[Stored items]
---*---
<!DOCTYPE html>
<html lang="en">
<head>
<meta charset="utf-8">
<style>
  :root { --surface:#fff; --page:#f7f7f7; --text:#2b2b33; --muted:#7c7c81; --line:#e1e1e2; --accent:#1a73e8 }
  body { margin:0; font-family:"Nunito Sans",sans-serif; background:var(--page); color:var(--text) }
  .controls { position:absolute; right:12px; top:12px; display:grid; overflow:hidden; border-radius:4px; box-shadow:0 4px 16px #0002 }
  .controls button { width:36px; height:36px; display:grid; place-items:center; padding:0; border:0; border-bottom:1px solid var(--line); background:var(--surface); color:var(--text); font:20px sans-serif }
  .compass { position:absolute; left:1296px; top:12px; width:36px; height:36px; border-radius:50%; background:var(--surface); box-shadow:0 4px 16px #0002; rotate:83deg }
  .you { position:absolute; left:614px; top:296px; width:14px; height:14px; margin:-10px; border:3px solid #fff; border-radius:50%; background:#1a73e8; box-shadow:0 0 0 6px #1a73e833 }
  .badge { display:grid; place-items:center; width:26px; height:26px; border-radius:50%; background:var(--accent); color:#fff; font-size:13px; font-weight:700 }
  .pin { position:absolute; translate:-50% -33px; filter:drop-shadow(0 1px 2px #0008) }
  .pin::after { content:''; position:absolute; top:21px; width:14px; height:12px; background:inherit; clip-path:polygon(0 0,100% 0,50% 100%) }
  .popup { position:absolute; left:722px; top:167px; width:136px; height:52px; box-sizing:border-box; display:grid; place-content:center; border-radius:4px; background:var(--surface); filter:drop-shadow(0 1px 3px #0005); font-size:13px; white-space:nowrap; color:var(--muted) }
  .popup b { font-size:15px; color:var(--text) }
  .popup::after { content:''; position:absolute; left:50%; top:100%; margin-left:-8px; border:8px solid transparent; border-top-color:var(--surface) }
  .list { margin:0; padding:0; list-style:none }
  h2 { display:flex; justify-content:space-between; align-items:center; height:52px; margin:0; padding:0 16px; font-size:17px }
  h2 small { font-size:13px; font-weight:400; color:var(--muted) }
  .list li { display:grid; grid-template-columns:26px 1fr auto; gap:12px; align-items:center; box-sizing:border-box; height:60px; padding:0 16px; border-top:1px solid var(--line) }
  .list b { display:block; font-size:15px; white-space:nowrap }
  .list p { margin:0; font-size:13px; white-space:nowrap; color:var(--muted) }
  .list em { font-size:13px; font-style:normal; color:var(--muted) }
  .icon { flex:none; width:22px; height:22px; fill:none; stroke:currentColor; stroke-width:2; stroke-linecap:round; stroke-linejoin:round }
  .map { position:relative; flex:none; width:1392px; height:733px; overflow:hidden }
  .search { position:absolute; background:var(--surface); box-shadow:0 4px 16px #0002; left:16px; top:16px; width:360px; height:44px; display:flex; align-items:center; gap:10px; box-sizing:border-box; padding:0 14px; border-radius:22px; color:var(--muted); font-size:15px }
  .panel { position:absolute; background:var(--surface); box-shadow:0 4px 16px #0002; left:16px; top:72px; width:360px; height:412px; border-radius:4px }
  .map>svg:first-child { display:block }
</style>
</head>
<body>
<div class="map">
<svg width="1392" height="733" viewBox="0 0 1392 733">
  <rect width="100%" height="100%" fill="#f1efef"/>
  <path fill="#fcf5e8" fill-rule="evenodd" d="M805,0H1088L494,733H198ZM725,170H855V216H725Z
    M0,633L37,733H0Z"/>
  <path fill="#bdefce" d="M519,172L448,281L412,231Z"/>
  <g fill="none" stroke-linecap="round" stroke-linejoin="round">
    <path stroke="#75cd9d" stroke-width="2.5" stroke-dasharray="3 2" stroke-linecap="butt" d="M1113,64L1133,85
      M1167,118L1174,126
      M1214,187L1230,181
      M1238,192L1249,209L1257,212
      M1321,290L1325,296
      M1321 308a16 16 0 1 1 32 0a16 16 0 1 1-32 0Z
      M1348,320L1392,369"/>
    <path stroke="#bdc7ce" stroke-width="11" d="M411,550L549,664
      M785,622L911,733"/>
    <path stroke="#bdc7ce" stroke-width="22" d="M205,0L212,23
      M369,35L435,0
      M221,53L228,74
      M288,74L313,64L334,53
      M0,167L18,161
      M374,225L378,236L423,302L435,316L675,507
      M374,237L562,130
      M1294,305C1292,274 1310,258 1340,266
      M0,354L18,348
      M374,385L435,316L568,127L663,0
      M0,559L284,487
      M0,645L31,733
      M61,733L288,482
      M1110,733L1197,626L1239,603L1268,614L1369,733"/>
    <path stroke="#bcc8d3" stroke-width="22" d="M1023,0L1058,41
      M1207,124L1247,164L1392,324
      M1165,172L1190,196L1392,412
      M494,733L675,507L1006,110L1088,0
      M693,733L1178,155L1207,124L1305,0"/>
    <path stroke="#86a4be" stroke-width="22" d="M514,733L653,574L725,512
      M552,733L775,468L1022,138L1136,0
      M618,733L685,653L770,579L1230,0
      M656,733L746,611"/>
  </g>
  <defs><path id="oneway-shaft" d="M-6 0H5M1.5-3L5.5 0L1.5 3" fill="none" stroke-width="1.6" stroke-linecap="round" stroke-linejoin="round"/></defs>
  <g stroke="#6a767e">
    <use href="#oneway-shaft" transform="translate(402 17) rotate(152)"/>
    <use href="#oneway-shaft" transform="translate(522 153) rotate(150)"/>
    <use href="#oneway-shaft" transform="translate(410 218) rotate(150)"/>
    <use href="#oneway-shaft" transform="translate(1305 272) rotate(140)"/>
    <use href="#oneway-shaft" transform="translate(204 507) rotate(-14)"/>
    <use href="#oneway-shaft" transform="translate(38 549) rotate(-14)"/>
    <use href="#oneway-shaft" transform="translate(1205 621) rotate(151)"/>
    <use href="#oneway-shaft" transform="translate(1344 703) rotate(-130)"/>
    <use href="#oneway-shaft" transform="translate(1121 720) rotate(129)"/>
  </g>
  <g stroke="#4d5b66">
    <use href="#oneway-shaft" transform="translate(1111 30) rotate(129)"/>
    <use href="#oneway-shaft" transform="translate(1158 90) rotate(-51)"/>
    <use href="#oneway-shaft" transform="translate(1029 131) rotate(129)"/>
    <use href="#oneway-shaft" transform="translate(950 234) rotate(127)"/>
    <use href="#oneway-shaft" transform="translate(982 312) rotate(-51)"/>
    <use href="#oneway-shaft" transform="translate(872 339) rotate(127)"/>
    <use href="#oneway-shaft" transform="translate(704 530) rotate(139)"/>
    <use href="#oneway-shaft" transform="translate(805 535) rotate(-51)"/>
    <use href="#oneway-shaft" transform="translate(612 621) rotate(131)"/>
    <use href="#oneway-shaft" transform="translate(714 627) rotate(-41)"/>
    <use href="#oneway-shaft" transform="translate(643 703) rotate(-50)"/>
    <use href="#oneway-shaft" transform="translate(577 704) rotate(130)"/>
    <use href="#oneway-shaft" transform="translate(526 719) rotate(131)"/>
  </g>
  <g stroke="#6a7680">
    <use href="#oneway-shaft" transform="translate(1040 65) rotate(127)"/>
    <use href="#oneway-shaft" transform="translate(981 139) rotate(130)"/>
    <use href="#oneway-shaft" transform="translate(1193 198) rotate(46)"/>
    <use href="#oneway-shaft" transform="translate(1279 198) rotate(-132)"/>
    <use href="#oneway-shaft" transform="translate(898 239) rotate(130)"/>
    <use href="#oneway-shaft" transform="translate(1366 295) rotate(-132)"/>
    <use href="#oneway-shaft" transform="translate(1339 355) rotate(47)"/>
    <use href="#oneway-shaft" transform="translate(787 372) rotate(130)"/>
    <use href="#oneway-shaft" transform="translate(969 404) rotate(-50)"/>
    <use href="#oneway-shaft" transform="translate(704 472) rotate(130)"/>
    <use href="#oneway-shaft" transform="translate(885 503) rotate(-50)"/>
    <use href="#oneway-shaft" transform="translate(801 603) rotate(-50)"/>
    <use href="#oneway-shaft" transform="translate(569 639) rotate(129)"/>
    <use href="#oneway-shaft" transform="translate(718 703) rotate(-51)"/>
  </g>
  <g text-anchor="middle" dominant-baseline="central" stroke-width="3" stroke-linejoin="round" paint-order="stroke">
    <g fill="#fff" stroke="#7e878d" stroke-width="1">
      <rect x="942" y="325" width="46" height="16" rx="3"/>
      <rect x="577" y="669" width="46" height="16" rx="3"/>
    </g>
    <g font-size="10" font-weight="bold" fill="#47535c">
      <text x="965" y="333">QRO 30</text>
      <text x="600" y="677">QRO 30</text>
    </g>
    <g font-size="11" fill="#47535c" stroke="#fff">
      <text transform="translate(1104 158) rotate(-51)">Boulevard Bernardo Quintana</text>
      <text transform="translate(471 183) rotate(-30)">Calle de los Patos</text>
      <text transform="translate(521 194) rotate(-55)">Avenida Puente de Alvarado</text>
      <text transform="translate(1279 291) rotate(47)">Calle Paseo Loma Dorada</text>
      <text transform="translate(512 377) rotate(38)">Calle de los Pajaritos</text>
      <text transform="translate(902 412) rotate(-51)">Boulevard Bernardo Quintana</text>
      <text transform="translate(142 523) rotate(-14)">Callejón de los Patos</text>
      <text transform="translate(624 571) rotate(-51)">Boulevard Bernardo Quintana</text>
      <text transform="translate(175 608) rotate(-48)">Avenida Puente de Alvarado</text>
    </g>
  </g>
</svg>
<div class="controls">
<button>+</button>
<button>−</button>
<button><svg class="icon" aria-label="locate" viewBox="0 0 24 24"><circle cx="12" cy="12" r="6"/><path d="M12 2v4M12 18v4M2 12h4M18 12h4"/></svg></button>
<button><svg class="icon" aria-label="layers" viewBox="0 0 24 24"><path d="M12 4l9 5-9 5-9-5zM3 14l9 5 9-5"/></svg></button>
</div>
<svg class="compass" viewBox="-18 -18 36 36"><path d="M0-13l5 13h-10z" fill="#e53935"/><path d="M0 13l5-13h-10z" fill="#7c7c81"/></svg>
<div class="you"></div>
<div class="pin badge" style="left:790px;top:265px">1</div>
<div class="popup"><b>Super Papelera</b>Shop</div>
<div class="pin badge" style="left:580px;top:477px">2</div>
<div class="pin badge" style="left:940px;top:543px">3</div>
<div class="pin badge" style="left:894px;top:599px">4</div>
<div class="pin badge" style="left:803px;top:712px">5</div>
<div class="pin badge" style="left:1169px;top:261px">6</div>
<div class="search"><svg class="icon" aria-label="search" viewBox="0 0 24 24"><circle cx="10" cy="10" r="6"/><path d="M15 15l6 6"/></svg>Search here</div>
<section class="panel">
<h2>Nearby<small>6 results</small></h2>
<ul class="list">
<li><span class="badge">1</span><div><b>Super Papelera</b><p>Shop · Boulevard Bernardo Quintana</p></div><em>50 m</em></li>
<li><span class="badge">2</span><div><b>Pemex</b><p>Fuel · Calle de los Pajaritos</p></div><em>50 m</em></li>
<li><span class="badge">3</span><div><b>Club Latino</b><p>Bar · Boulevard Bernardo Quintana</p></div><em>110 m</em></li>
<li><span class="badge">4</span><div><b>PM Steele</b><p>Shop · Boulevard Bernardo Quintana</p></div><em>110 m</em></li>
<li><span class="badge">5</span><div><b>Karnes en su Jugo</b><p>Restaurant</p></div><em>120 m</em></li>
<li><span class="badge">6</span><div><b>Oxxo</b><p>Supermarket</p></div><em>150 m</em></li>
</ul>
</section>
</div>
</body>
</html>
---*---
EXERCISE DIRECTIONS = All that is wanted is the stretch of lines above from the one containing "M221,53L228,74" through the one containing "M618,733L685,653L770,579L1230,0", duplicated exactly.

RESPONSE TO THIS TASK =
      M221,53L228,74
      M288,74L313,64L334,53
      M0,167L18,161
      M374,225L378,236L423,302L435,316L675,507
      M374,237L562,130
      M1294,305C1292,274 1310,258 1340,266
      M0,354L18,348
      M374,385L435,316L568,127L663,0
      M0,559L284,487
      M0,645L31,733
      M61,733L288,482
      M1110,733L1197,626L1239,603L1268,614L1369,733"/>
    <path stroke="#bcc8d3" stroke-width="22" d="M1023,0L1058,41
      M1207,124L1247,164L1392,324
      M1165,172L1190,196L1392,412
      M494,733L675,507L1006,110L1088,0
      M693,733L1178,155L1207,124L1305,0"/>
    <path stroke="#86a4be" stroke-width="22" d="M514,733L653,574L725,512
      M552,733L775,468L1022,138L1136,0
      M618,733L685,653L770,579L1230,0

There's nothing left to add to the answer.